Salvo radicalizações isoladas, é essa a tônica das ocupações.
O
 movimento se espalhou por São Paulo, alcançou Goiás, Rio de Janeiro, 
Paraná, Minas Gerais. As reivindicações mesclam agendas locais e 
questões nacionais. No Rio, por exemplo, os protestos de alunos 
começaram no início do atual ano letivo, em razão da crise aguda nas 
finanças do governo fluminense. Professores, com décimo terceiro e 
salários parcelados, ficaram em greve por quase cinco meses. Estudantes 
tomaram escolas em apoio aos docentes, mas também por mudanças no 
currículo e na qualidade na educação. Hoje, o movimento está concentrado
 em unidades do tradicional Colégio Pedro II, da rede federal, contra 
medidas do governo de Michel Temer, caso da MP do ensino médio e da PEC 
do teto de gastos. A pauta nacionalizou-se.
As 
autoridades lidaram mal com as ocupações desde o primeiro momento. O 
governo de São Paulo, em vez de dialogar, preferiu usar a polícia contra
 os estudantes, criminalizando o movimento. Errou ao empurrar o debate 
sobre educação para delegacias. No Distrito Federal, uma decisão 
judicial determinou o corte de água, luz e gás e proibiu a entrada de 
alimentos numa escola de Taguatinga tomada por alunos em 27 de outubro. 

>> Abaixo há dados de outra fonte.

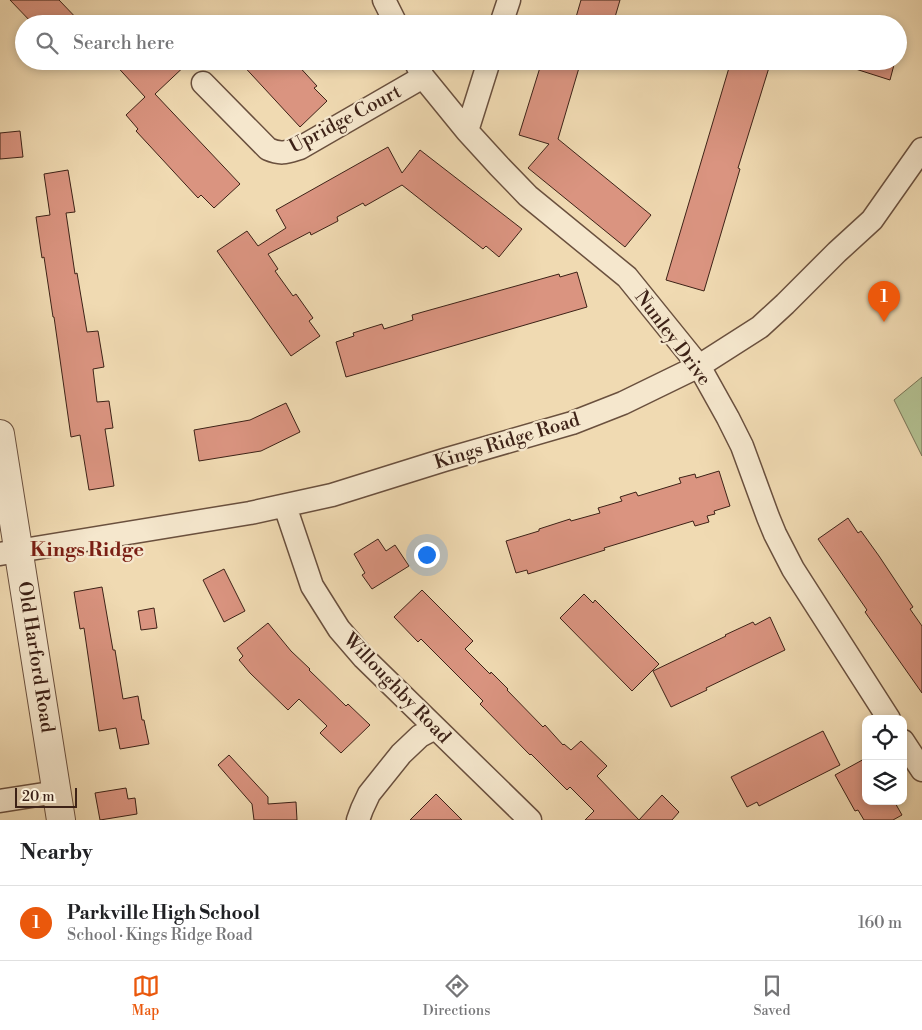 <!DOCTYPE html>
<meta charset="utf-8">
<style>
body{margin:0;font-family:"Libre Bodoni",serif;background:#f2f2f2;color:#202124}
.controls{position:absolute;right:15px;bottom:15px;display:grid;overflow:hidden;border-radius:10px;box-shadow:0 2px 8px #0003}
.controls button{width:45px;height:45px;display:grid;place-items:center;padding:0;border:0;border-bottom:1px solid #e0e0e0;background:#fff;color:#202124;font:25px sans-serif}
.scale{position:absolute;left:15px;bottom:12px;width:62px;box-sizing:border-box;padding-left:5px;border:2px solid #3d2217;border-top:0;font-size:14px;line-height:18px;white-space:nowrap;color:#3d2217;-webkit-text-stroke:4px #f5e7cd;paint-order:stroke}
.you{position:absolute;left:426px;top:554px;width:18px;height:18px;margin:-12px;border:4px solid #fff;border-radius:50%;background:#1a73e8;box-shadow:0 0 0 8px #1a73e833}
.badge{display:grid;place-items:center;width:32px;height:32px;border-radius:50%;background:#ea580c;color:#fff;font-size:16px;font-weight:700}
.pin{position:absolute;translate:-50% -41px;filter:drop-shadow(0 1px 2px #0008)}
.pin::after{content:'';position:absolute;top:26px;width:18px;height:15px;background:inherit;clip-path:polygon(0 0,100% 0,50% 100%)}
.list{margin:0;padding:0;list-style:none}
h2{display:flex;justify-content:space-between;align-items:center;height:65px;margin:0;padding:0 20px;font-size:21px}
h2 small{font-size:16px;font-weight:400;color:#757577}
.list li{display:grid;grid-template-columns:32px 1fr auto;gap:15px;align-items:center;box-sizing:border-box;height:75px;padding:0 20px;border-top:1px solid #e0e0e0}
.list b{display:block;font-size:19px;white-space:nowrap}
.list p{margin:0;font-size:16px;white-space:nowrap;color:#757577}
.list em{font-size:16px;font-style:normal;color:#757577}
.icon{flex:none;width:28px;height:28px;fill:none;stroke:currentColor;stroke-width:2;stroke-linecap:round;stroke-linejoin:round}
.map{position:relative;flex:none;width:922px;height:820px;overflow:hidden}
.search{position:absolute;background:#fff;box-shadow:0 2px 8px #0003;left:15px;right:15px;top:15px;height:55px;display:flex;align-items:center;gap:12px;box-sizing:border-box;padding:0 18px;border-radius:28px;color:#757577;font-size:19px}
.sheet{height:140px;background:#fff}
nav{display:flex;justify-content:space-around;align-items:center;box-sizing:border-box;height:70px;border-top:1px solid #e0e0e0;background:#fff;font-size:14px;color:#757577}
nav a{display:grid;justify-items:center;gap:2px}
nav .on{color:#ea580c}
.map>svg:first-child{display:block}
.green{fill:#b3c192;stroke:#787254}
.building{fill:#da9480;stroke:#3d2217}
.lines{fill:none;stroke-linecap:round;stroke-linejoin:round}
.minor-casing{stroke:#6a503e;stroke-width:25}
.tertiary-casing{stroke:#6a503e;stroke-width:30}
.minor{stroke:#f5e7cd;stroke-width:22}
.tertiary{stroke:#f5e7cd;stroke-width:28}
.labels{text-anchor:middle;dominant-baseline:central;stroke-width:4.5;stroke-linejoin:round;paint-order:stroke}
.street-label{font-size:19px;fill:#3d2217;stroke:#f5e7cd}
.neighbourhood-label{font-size:20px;font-weight:bold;fill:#7a1f14;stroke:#f5e7cd}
</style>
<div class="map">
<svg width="922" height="820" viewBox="0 0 922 820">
<rect width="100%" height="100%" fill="#f0dab2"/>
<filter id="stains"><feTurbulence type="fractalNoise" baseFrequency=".004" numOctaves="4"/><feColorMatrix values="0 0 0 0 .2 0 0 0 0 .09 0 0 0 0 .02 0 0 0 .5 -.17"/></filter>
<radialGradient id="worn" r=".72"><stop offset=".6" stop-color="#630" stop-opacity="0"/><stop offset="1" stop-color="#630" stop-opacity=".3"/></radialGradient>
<path class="green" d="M 922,377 L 922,456 L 894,400 Z"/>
<path class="building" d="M 10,0 L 59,0 L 82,24 L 33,24 Z
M 581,0 L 620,0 L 613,24 L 574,24 Z
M 112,61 L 190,61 L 155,94 L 240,184 L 214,208 L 201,195 L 198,198 L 136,131 L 138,129 L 126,115 L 145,97 Z
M 239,61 L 294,61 L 317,86 L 314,88 L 327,101 L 300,127 Z
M 542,61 L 581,61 L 558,139 L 651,215 L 625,247 L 528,168 L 549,144 L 519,135 Z
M 731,61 L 771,61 L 738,168 L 740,169 L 704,291 L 666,280 Z
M 844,61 L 895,61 L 890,80 L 843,65 Z
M 20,131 L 23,157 L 0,159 L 0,133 Z
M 388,147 L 402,173 L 420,150 L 522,229 L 499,257 L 486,246 L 483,249 L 402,185 L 365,206 L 363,203 L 337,217 L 338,221 L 311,235 L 310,232 L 268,254 L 278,269 L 275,271 L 293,296 L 296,294 L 313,318 L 309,321 L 320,336 L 291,356 L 217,251 L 247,231 L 258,246 L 286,228 L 276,210 Z
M 68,170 L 75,212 L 66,213 L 75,274 L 77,273 L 87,332 L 98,331 L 104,367 L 93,369 L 97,402 L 109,401 L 113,428 L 105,429 L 114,486 L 89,490 L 80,435 L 71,437 L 54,317 L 53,317 L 44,257 L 42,258 L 36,217 L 50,215 L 44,174 Z
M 577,272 L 587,307 L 346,377 L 336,342 L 354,336 L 353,333 L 382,324 L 384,329 L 413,320 L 412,315 L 559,274 L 560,277 Z
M 286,403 L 300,432 L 261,451 L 199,461 L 194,430 L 250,420 Z
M 719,471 L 730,506 L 714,511 L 715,514 L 707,516 L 709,522 L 695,526 L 693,521 L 604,548 L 605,550 L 528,574 L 527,570 L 516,573 L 506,541 L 539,531 L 539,529 L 570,519 L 571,521 L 600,513 L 598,508 L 622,501 L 620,497 L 636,492 L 638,496 L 681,483 L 679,478 L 695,474 L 696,478 Z
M 848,518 L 858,533 L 861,531 L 879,556 L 913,607 L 910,609 L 922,626 L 922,693 L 865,612 L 867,610 L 818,539 Z
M 378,539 L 386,551 L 395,545 L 409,566 L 372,589 L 362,575 L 365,573 L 354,554 Z
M 224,569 L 245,611 L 224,622 L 203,580 Z
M 102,587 L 113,650 L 115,650 L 123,699 L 138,696 L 142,720 L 144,720 L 149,744 L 120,749 L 116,728 L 99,731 L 84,628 L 80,629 L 74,592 Z
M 422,590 L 473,641 L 465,649 L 490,674 L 491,672 L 508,689 L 507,690 L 543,727 L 545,725 L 563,745 L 564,744 L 571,750 L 581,741 L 607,766 L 597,776 L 639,820 L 662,795 L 679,812 L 672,820 L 585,820 L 594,811 L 570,787 L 567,790 L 531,754 L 530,755 L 480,704 L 483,701 L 421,639 L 418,642 L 394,617 Z
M 584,594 L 593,603 L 595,600 L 659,664 L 632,691 L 560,618 Z
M 154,608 L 157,628 L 141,630 L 138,611 Z
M 770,617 L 785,650 L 706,688 L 707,690 L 671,707 L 653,671 L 726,636 L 725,635 L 753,622 L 755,625 Z
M 268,623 L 291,651 L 310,669 L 309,670 L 346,706 L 348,704 L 370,725 L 341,753 L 320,733 L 327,726 L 299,699 L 288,710 L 250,673 L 239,660 L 243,656 L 237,648 Z
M 823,731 L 840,765 L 759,806 L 757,802 L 747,807 L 731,777 Z
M 229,755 L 268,797 L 268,804 L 296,802 L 297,820 L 254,820 L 252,804 L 218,765 Z
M 866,758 L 866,801 L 894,801 L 902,815 L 893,820 L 864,820 L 858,810 L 855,811 L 835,775 Z
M 126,788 L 128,799 L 135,798 L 137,814 L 100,820 L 95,793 Z
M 436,794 L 462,820 L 410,820 Z"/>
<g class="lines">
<g class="minor-casing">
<path id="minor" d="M 384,0 L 396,24
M 501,24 L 509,0
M 415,61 L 423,77 L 467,131 L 499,166 L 528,196 L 627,277 L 699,366 L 728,418 L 742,446 L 768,517 L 775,534 L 793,569 L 889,719
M 203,83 L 268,149 C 282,155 287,152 300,148 L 423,77
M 467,131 L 489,61
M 285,506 L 312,586 L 339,629 L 364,658 L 530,820
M 0,554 L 250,513 L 332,495 L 444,460 L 572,423 L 623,403 L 699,366 L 760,327 L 785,304 L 837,252 L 872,220 L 922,149
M 903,741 L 922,770
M 0,801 L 57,792
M 358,820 L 362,809 L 369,794 L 401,754 L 420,736 L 435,728"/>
</g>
<g class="tertiary-casing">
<path id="tertiary" d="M 0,434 L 61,820"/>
</g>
<use href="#minor" class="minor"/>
<use href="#tertiary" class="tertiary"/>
</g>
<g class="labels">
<g class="street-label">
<text transform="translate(345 119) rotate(-28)">Upridge Court</text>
<text transform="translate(673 338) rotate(53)">Nunley Drive</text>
<text transform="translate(507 441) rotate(-17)">Kings Ridge Road</text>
<text transform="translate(36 657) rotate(81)">Old Harford Road</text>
<text transform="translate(397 688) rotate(46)">Willoughby Road</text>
</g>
<g class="neighbourhood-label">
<text x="87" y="550">Kings Ridge</text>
</g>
</g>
<rect width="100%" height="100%" filter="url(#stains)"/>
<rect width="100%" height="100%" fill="url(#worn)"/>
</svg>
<div class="controls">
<button><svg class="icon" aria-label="locate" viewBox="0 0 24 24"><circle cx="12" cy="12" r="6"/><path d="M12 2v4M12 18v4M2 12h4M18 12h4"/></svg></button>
<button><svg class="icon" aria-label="layers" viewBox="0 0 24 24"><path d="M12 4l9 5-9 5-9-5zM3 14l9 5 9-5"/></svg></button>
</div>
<div class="scale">20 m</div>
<div class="you"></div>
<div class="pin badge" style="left:884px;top:322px">1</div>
<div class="search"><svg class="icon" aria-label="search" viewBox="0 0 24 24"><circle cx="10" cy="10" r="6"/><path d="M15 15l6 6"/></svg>Search here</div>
</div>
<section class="sheet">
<h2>Nearby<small></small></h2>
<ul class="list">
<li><span class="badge">1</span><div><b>Parkville High School</b><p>School · Kings Ridge Road</p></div><em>160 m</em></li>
</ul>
</section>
<nav>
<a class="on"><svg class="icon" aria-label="map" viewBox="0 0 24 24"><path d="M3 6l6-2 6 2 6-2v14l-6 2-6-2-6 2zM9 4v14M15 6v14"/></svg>Map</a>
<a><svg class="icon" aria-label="directions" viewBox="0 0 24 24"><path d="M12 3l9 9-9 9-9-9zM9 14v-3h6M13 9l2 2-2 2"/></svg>Directions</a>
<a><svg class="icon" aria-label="saved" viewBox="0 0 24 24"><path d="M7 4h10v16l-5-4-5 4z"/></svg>Saved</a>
</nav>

Reprime-se muito, dialoga-se pouco com a juventude que engatinha no 
ativismo político. 
Agora, diante do movimento 
robusto de oposição às medidas federais na educação, o MEC preferiu o 
adiamento do Enem para parte dos inscritos. Fração no conjunto de 
estudantes aptos à prova, os 191 mil prejudicados — ou beneficiados, sob
 o ponto de vista de quem enxerga um mês a mais de estudos em relação 
aos demais — estão em quantidade suficiente para lançar a opinião 
pública contra os manifestantes. Fora do Enem deste fim de semana estão 
brasileiros em número equivalente à população de cidades médias como 
Angra dos Reis ou Nova Friburgo (RJ), Araçatuba, Ferraz de Vasconcelos 
ou Santa Bárbara d’Oeste (SP), Guarapuava (PR), Lauro de Freitas (BA), 
Sobral (CE), Luziânia (GO), Parauapebas (PA). 
É 
pouca gente no conjunto da população, mas muita gente a ter a vida 
prejudicada pelos ativistas. Os estudantes com a prova adiada e suas 
famílias têm motivos de sobra para se indignar. O que está mal explicada
 é a ação tão drástica do governo. Uma semana atrás, o Tribunal Regional
 Eleitoral (TRE) mineiro, em acordo com ocupantes de sete escolas, 
demarcou o espaço de mobilização e garantiu a realização do segundo 
turno das eleições municipais, sem transtornos. No Enem, desidratar a 
resistência pesou mais do que se abrir ao diálogo.